# Your task
Would you print the whole listing again, word for word?

[Data section]

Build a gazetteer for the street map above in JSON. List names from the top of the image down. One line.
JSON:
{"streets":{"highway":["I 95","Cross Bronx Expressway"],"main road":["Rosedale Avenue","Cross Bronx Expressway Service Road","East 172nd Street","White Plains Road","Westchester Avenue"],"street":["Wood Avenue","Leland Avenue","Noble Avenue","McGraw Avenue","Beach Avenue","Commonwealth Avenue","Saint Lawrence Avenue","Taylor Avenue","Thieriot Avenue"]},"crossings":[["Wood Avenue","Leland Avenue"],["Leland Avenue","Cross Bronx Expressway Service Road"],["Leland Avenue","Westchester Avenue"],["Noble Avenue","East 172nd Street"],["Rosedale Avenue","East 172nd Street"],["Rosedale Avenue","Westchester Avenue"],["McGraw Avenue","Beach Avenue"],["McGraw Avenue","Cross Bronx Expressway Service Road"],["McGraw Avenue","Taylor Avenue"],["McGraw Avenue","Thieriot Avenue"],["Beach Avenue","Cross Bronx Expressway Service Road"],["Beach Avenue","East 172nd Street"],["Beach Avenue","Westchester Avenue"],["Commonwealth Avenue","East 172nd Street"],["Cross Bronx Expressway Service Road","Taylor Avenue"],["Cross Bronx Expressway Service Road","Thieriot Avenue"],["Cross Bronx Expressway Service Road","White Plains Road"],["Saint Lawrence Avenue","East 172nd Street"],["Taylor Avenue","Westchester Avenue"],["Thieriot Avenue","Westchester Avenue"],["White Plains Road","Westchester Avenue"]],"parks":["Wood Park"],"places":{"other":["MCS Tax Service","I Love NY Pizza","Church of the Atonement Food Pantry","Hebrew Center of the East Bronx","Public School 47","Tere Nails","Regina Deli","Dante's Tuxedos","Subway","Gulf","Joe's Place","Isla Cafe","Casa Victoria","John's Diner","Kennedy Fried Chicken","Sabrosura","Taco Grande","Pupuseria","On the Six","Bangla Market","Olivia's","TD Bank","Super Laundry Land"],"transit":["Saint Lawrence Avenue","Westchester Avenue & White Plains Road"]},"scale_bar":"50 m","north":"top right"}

[/Data section]

# Response to the exercise
Build a gazetteer for the street map above in JSON. List names from the top of the image down. One line.
JSON:
{"streets":{"highway":["I 95","Cross Bronx Expressway"],"main road":["Rosedale Avenue","Cross Bronx Expressway Service Road","East 172nd Street","White Plains Road","Westchester Avenue"],"street":["Wood Avenue","Leland Avenue","Noble Avenue","McGraw Avenue","Beach Avenue","Commonwealth Avenue","Saint Lawrence Avenue","Taylor Avenue","Thieriot Avenue"]},"crossings":[["Wood Avenue","Leland Avenue"],["Leland Avenue","Cross Bronx Expressway Service Road"],["Leland Avenue","Westchester Avenue"],["Noble Avenue","East 172nd Street"],["Rosedale Avenue","East 172nd Street"],["Rosedale Avenue","Westchester Avenue"],["McGraw Avenue","Beach Avenue"],["McGraw Avenue","Cross Bronx Expressway Service Road"],["McGraw Avenue","Taylor Avenue"],["McGraw Avenue","Thieriot Avenue"],["Beach Avenue","Cross Bronx Expressway Service Road"],["Beach Avenue","East 172nd Street"],["Beach Avenue","Westchester Avenue"],["Commonwealth Avenue","East 172nd Street"],["Cross Bronx Expressway Service Road","Taylor Avenue"],["Cross Bronx Expressway Service Road","Thieriot Avenue"],["Cross Bronx Expressway Service Road","White Plains Road"],["Saint Lawrence Avenue","East 172nd Street"],["Taylor Avenue","Westchester Avenue"],["Thieriot Avenue","Westchester Avenue"],["White Plains Road","Westchester Avenue"]],"parks":["Wood Park"],"places":{"other":["MCS Tax Service","I Love NY Pizza","Church of the Atonement Food Pantry","Hebrew Center of the East Bronx","Public School 47","Tere Nails","Regina Deli","Dante's Tuxedos","Subway","Gulf","Joe's Place","Isla Cafe","Casa Victoria","John's Diner","Kennedy Fried Chicken","Sabrosura","Taco Grande","Pupuseria","On the Six","Bangla Market","Olivia's","TD Bank","Super Laundry Land"],"transit":["Saint Lawrence Avenue","Westchester Avenue & White Plains Road"]},"scale_bar":"50 m","north":"top right"}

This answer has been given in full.